What this task involves:
Could you repeat the whole listing below exactly, omitting any picture it holds?

Data for analysis:
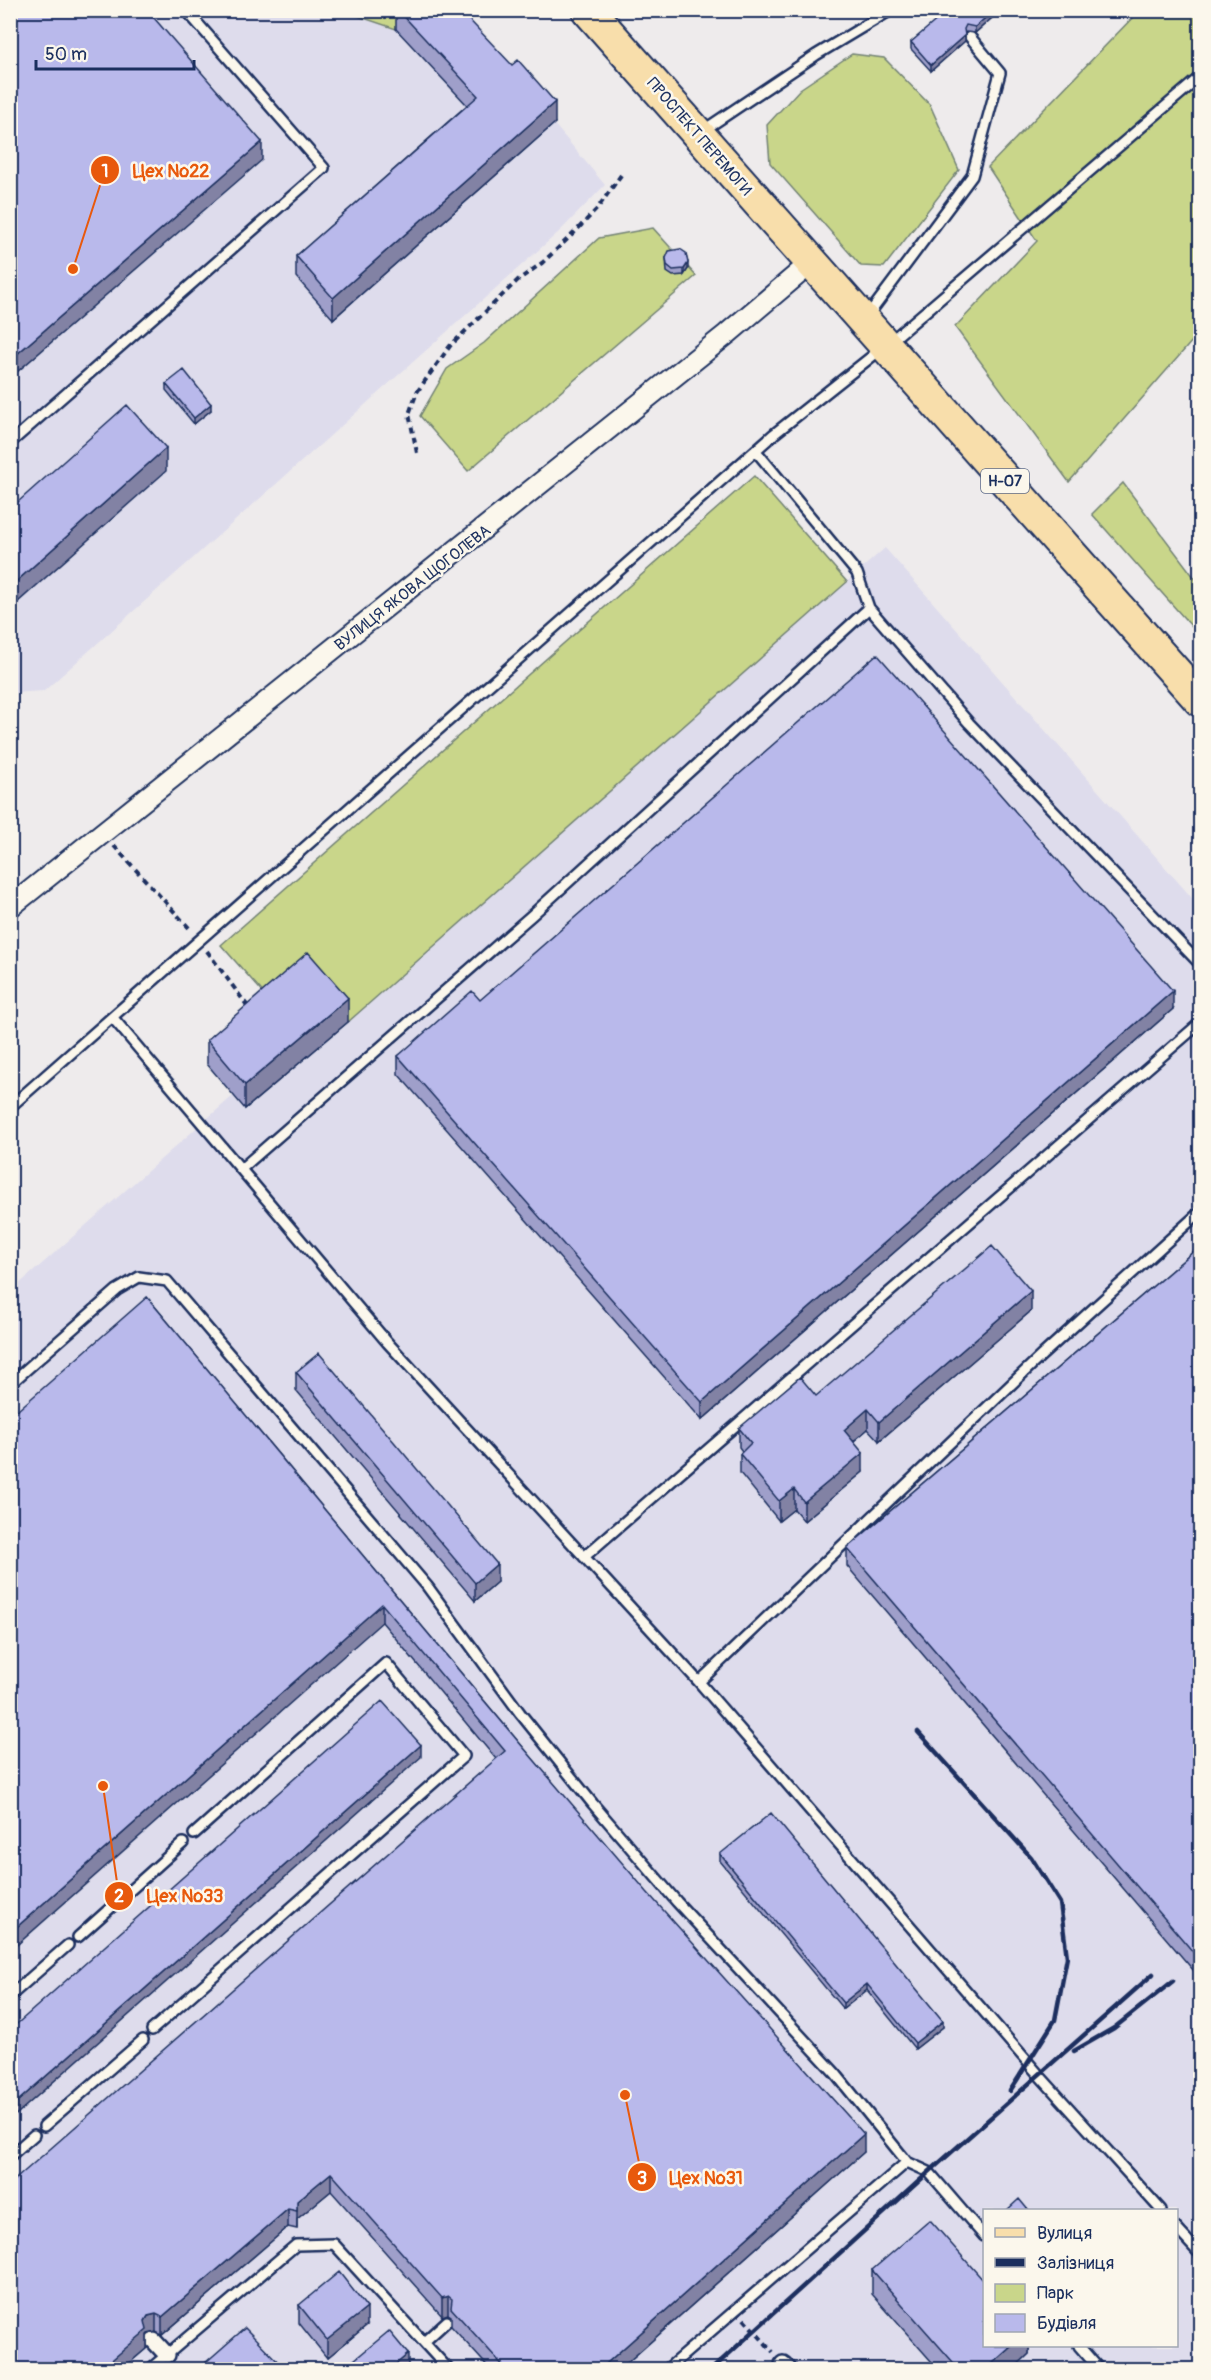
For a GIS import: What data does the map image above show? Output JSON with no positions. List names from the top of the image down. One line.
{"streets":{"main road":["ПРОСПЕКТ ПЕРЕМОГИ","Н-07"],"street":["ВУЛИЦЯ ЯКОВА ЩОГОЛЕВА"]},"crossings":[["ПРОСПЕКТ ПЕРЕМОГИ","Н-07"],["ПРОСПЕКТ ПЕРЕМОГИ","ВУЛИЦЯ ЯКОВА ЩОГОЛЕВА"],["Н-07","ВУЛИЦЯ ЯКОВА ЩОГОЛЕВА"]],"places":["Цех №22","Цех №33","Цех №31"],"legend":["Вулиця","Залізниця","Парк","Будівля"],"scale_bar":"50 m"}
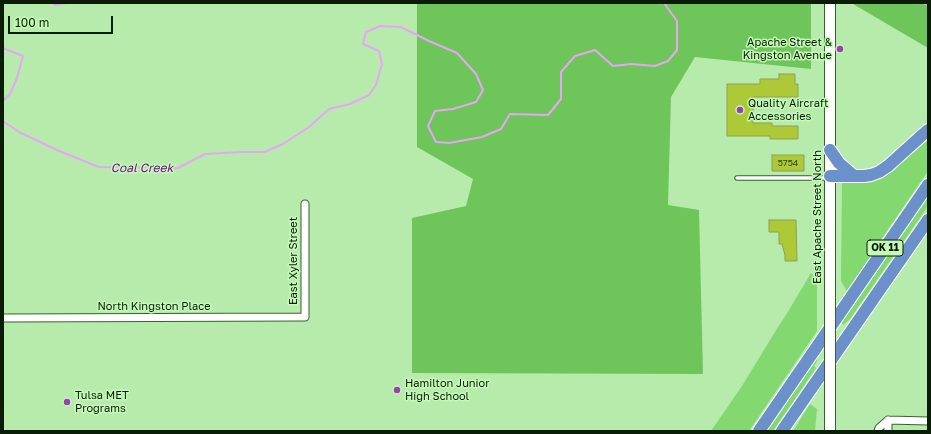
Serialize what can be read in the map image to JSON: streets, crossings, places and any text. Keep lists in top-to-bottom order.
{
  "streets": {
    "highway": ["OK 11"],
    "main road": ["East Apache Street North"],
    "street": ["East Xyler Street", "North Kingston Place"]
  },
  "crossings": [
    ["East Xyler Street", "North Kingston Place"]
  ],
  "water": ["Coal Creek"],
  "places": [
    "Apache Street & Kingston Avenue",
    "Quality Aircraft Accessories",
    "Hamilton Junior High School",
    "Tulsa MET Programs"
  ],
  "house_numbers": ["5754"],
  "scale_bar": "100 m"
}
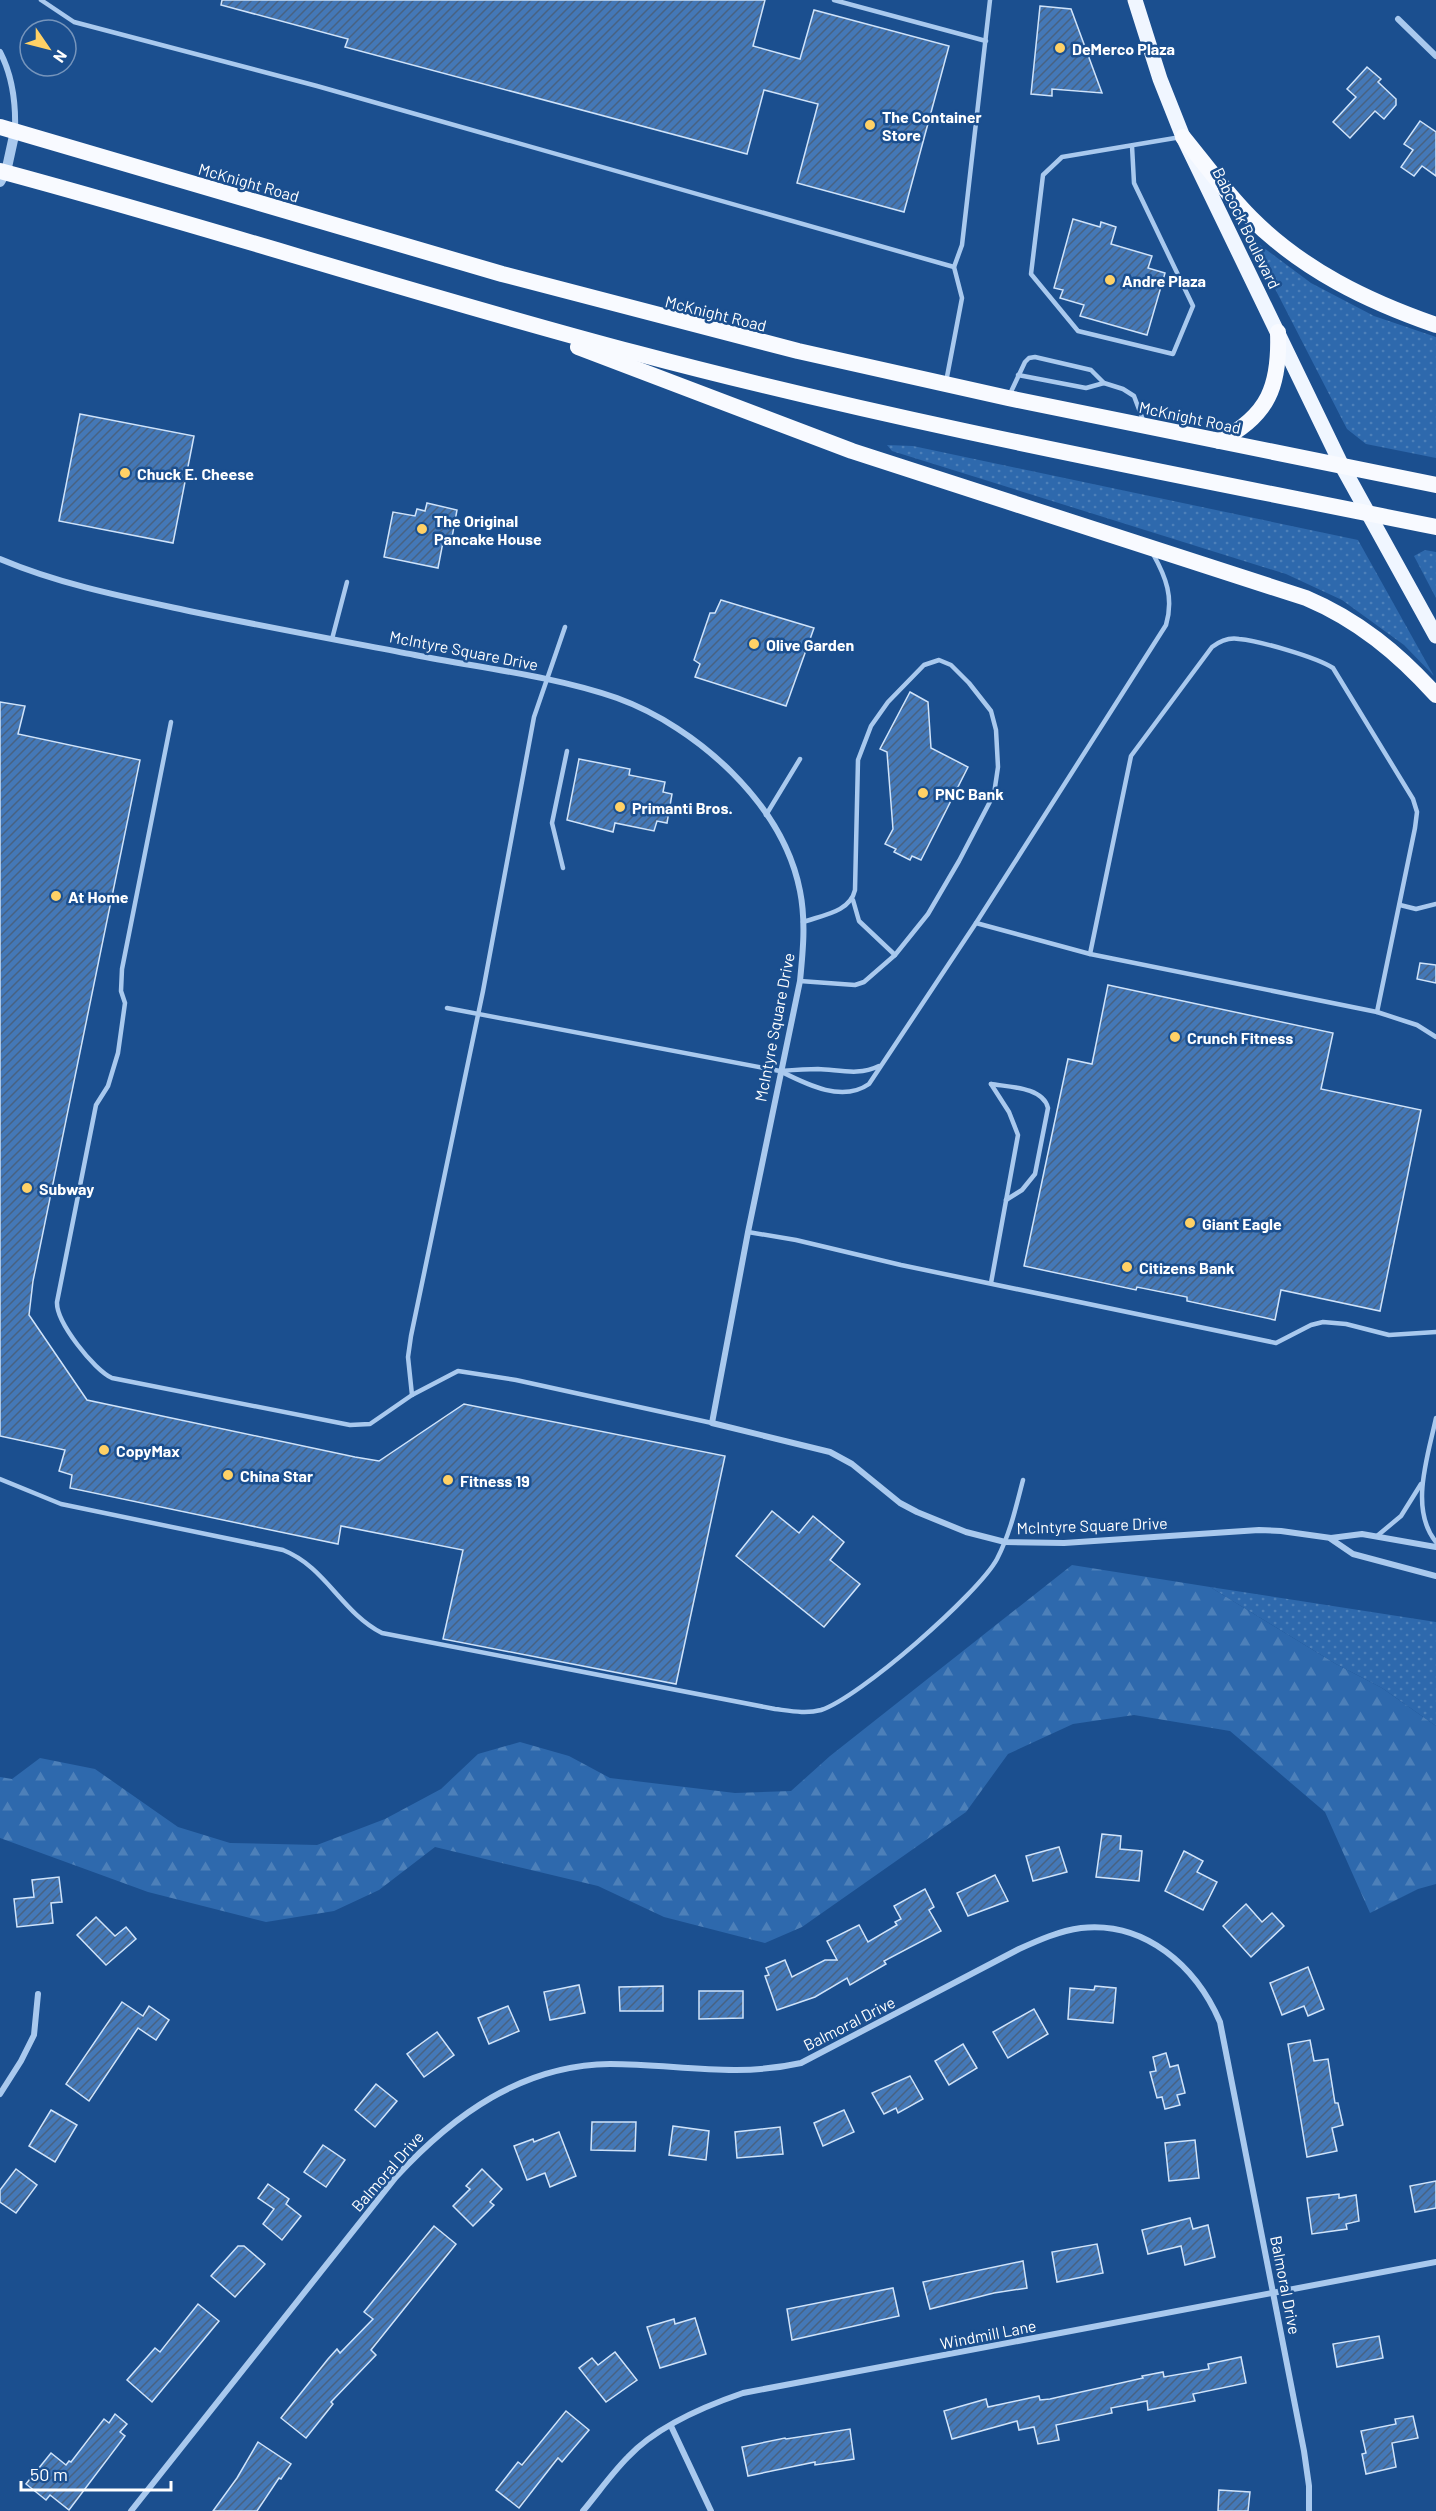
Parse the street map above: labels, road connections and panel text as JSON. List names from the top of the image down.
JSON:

Exercise solution:
For a GIS import: What data does the map image above show? Output JSON with no positions. List names from the top of the image down. One line.
{"streets":{"main road":["ПРОСПЕКТ ПЕРЕМОГИ","Н-07"],"street":["ВУЛИЦЯ ЯКОВА ЩОГОЛЕВА"]},"crossings":[["ПРОСПЕКТ ПЕРЕМОГИ","Н-07"],["ПРОСПЕКТ ПЕРЕМОГИ","ВУЛИЦЯ ЯКОВА ЩОГОЛЕВА"],["Н-07","ВУЛИЦЯ ЯКОВА ЩОГОЛЕВА"]],"places":["Цех №22","Цех №33","Цех №31"],"legend":["Вулиця","Залізниця","Парк","Будівля"],"scale_bar":"50 m"}
Serialize what can be read in the map image to JSON: streets, crossings, places and any text. Keep lists in top-to-bottom order.
{
  "streets": {
    "highway": ["OK 11"],
    "main road": ["East Apache Street North"],
    "street": ["East Xyler Street", "North Kingston Place"]
  },
  "crossings": [
    ["East Xyler Street", "North Kingston Place"]
  ],
  "water": ["Coal Creek"],
  "places": [
    "Apache Street & Kingston Avenue",
    "Quality Aircraft Accessories",
    "Hamilton Junior High School",
    "Tulsa MET Programs"
  ],
  "house_numbers": ["5754"],
  "scale_bar": "100 m"
}
Parse the street map above: labels, road connections and panel text as JSON. List names from the top of the image down.
JSON:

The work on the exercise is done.